Okay, so maybe I went a little overboard.

A couple of people checked in with me – a friend and a sibling. And that’s fine. Yeah, I’ve been under all this pressure lately and the idiotic world needed it thrown back into its collective ass. But one Facebook friend really came unglued by all this. Perhaps he supports that president of ours, perhaps he really hates the NFL player protests with more passion than he does the thought of police officers killing citizens in the streets. I don’t know which of my comments broke his frail camel’s back. All I know is that he wrote an indigent post about what a mean person “someone” was, how everything “that person” wrote was vile and nasty. Yeah, yeah, okay – I suspected it was me. But he left his post up for five days, just ranting about it and how he wanted to remain until “that person” saw it before unfriending them. On the day he threatened to do so, sure enough, I checked my friends count and it had clicked downward one notch.

Well, don’t let the door hit you in the ass, you big baby.

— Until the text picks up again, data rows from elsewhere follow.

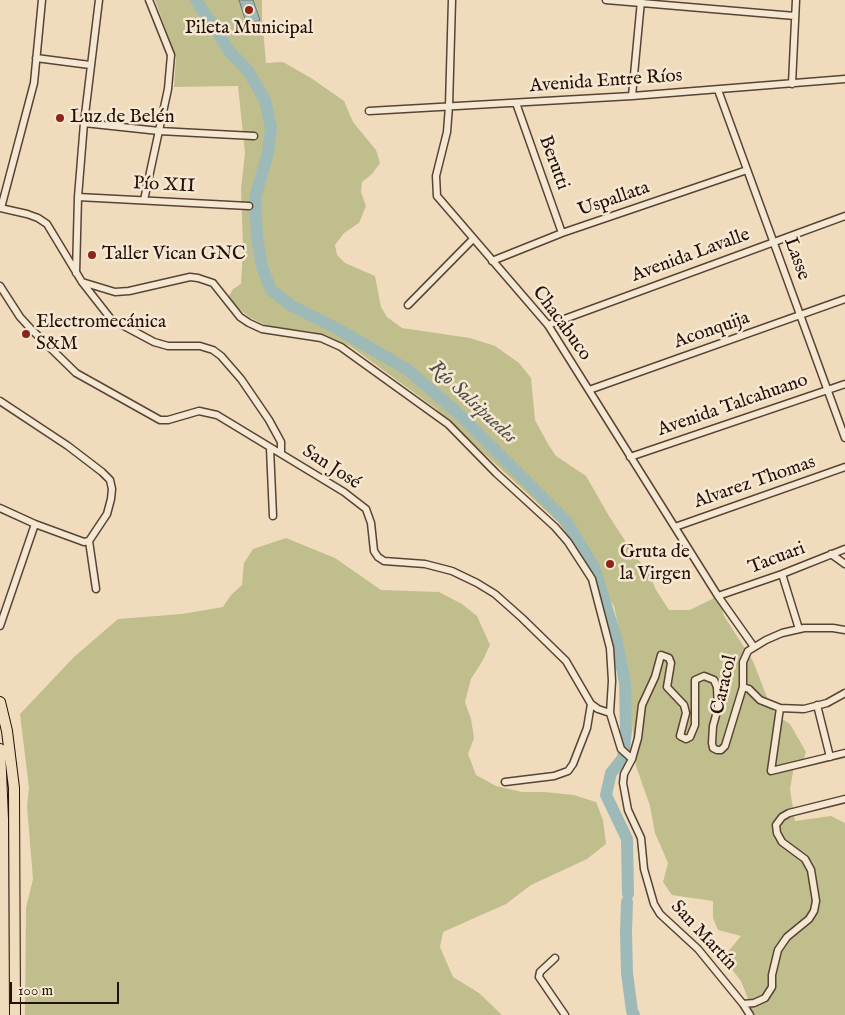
<!DOCTYPE html>
<html>
<head>
<meta charset="utf-8">
<style>
	body { margin:0 }
	#map { position:relative; width:845px; height:1015px; overflow:hidden; background:#f0dcbc; font-family:"IM FELL English",serif }
	canvas { display:block }
	.scale { position:absolute; left:10px; top:982px; width:109px; height:22px; box-sizing:border-box; border:2px solid #271007; border-top:0; padding-left:6px; font-size:15px; line-height:18px; white-space:nowrap; color:#271007; -webkit-text-stroke:4px #f5e8d3; paint-order:stroke }
</style>
</head>
<body>
<div id="map">
<canvas width="845" height="1015"></canvas>
<div class="scale">100 m</div>
</div>
<script>
const g = document.querySelector('canvas').getContext('2d');
g.lineJoin = 'round';
function paint(path, color) { g.fillStyle = color; g.fill(path, 'evenodd'); }
const shape = rows => new Path2D(rows.map(r => 'M' + r).join(''));
function trace(path, color, width, dash) { g.strokeStyle = color; g.lineWidth = width; g.lineCap = dash ? 'butt' : 'round'; g.setLineDash(dash || []); g.stroke(path); }
function drawText(font, color, halo, rows, align = 'center') {
  g.font = font + ' "IM FELL English",serif'; g.lineWidth = 5; g.setLineDash([]); g.textBaseline = 'middle'; g.strokeStyle = halo; g.fillStyle = color; for (const [text, x, y, turn = 0] of rows) {
    g.save(); g.translate(x, y); g.rotate((+turn || 0) * Math.PI / 180); g.textAlign = isNaN(turn) ? turn : align; if (halo) g.strokeText(text, 0, 0); g.fillText(text, 0, 0); g.restore();
  }
}
paint(shape([
	[155,0,262,0,262,18,266,63,283,62,311,78,344,101,353,122,376,150,380,163,372,174,362,182,361,192,366,206,359,223,344,233,335,245,337,255,345,263,375,276,381,307,387,317,402,328,470,338,495,346,519,363,531,378,535,420,548,444,556,456,586,476,609,516,635,556,648,571,656,590,669,610,690,610,718,596,724,616,753,661,768,700,776,715,790,724,806,752,803,762,794,766,790,789,795,821,831,816,845,823,845,1015,751,1015,750,1004,741,981,723,958,741,936,718,930,713,918,713,901,672,895,663,882,668,863,655,833,650,806,636,766,627,669,614,606,559,523,435,408,350,346,313,332,267,326,249,317,234,305,229,296,233,289,241,284,243,247,241,188,245,153,238,86,174,87,176,58],
	[286,538,335,558,381,590,439,592,462,604,477,616,490,645,483,660,471,679,465,702,471,719,474,738,468,754,476,775,496,786,522,792,545,792,574,795,596,802,603,820,606,844,587,859,531,885,506,904,443,932,440,947,453,977,479,993,502,1015,25,1015,26,908,33,879,27,806,29,788,20,714,74,657,118,619,182,614,223,607,231,595,242,585,244,563,253,549]
]), '#c0be8c');
const water = shape([
	[239,0,253,0,260,20,247,25,239,0]
]);
paint(water, '#9dbab8');
trace(water, '#6e7671', 1);
trace(shape([
	[196,0,230,52,248,71,265,100,271,128,268,153,255,198,257,237,262,267,271,290,292,306,336,328,408,370,460,415,566,521,594,567,616,638,625,683,626,731,623,758,611,773,606,795,627,839,628,894],
	[627,902,626,932,627,973,632,1011,634,1015]
]), '#9dbab8', 12);
const minor = shape([
	[452,0,449,106,447,132,436,176,437,196,548,325,718,596,754,647],
	[606,0,795,16],
	[36,58,90,65],
	[792,84,796,0],
	[718,90,845,438],
	[632,96,641,1],
	[516,103,562,233],
	[369,111,632,96,845,79],
	[84,123,159,131,254,136],
	[78,197,249,206],
	[144,200,168,89,171,55,149,0],
	[0,208,27,214,38,218,47,224,82,282,111,319,154,342,168,346,200,346,213,350,221,356,241,379,269,420,281,442,281,453],
	[1,208,34,83,42,0],
	[492,261,562,233,747,170],
	[76,273,78,197,84,123,99,0],
	[82,282,115,292,129,291,190,277,198,278,213,283,240,317,249,323,262,329,321,338,341,347,448,424,496,473,555,527,568,542,592,579,610,648,612,681,610,713,621,749,632,759],
	[0,286,20,317,31,329,76,373,160,420,168,420,199,411,217,415,344,492,366,509,371,523,374,551,378,557,384,561,425,564,452,571,477,583,495,594,522,618,566,661,591,704,598,709,610,713],
	[408,305,473,239],
	[548,325,845,216],
	[589,390,845,299],
	[0,401,68,446,102,472,110,480,112,489,111,499,107,514,89,541,84,542,35,524,0,508],
	[270,448,273,516],
	[630,457,845,384],
	[675,527,845,467],
	[89,541,96,589],
	[831,554,845,564],
	[782,574,799,629],
	[718,596,782,574,845,549],
	[0,626,35,524],
	[743,687,749,689,760,700,780,708,804,709,827,703,845,693],
	[817,705,830,757],
	[780,708,771,771,845,753],
	[505,782,554,776,568,771,573,764,587,728,591,704],
	[555,958,540,972,539,977,565,1015],
	[743,1004,754,1003,765,998,772,987,772,975,778,950,787,937,809,919,814,911,816,901,811,870,805,859,782,842,777,833,776,825,782,817,789,813,845,799],
	[750,1015,743,1004,698,949,660,914,654,904,644,869,641,838,628,810,623,783,624,774,632,759,638,738,642,705,655,677,661,655,669,658,671,663,667,687,684,705,686,713,680,736,686,739,690,737,695,725,695,680,704,676,714,680,717,687,718,708,713,726,712,743,713,748,717,750,721,750,725,746,743,687,743,662,748,651,766,640,782,633,804,628,833,628,845,630]
]);
const primary = shape([
	[0,702,7,731,14,788,15,1015],
	[0,749,3,819,4,1015]
]);
trace(minor, '#594334', 9);
trace(primary, '#271007', 12);
trace(minor, '#f5e8d3', 6);
trace(primary, '#f0dcbc', 10);
for (const [x, y, r, color] of [
	[249,10,5,"#8f2418"],
	[60,118,5,"#8f2418"],
	[92,255,5,"#8f2418"],
	[26,334,5,"#8f2418"],
	[610,564,5,"#8f2418"]
]) { const dot = new Path2D(); dot.arc(x, y, r, 0, 2 * Math.PI); g.fillStyle = color; g.fill(dot); trace(dot, '#f5e8d3', 2); }
drawText('19px', '#271007', '#f5e8d3', [
	["Pileta Municipal",249,29,"center"],
	["Luz de Belén",70,118],
	["Taller Vican GNC",102,255],
	["Electromecánica",36,323],
	["S&M",36,345],
	["Gruta de",620,553],
	["la Virgen",620,575]
], 'left');
drawText('19px', '#271007', '#f5e8d3', [
	["Avenida Entre Ríos",606,82,-4],
	["Berutti",553,163,70],
	["Pío XII",164,186,3],
	["Uspallata",614,200,-19],
	["Avenida Lavalle",691,256,-20],
	["Lasse",796,259,70],
	["Chacabuco",561,324,54],
	["Aconquija",712,331,-19],
	["Avenida Talcahuano",733,406,-19],
	["San José",331,468,33],
	["Alvarez Thomas",755,483,-19],
	["Tacuari",777,559,-21],
	["Caracol",725,685,-77],
	["San Martín",703,936,47]
]);
drawText('italic 20px', '#504c45', '#f5e8d3', [
	["Río Salsipuedes",472,403,43]
]);
</script>
</body>
</html>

At first, I was irked at the nature of that whole thing. Sure, you can bloativate about it but you didn’t think of posting me a cautionary message first? Or just quietly dumping me (which I have done to people whose grinding I have found odorous)? Annoying.

And then I looked at it as a writer. Sure, what I wrote pissed him off, but on the other hand, what I wrote pissed him off. In its own way, it was a complement to my writing, a show that my carefully chosen words had hit a nerve, that David’s stone had struck Goliath. In his theatrics, he actually confirmed that I can still move people to act (even if it’s to blow me out the Facebook airlock). So thank you for that affirmation, little angry man.

Still, having taken what my other friends to heart, I did tone it back down going forward. I started thinking of nice things to write about again. And after a particularly nice bicycle commute in, I described a few moments of the enjoyment that peddle-pushing can provide. Posted those up. And for that, a work friend responded that I wrote “beautifully”.

And this is what writing is about – sharing your emotions and moving people. It’s what we writers do.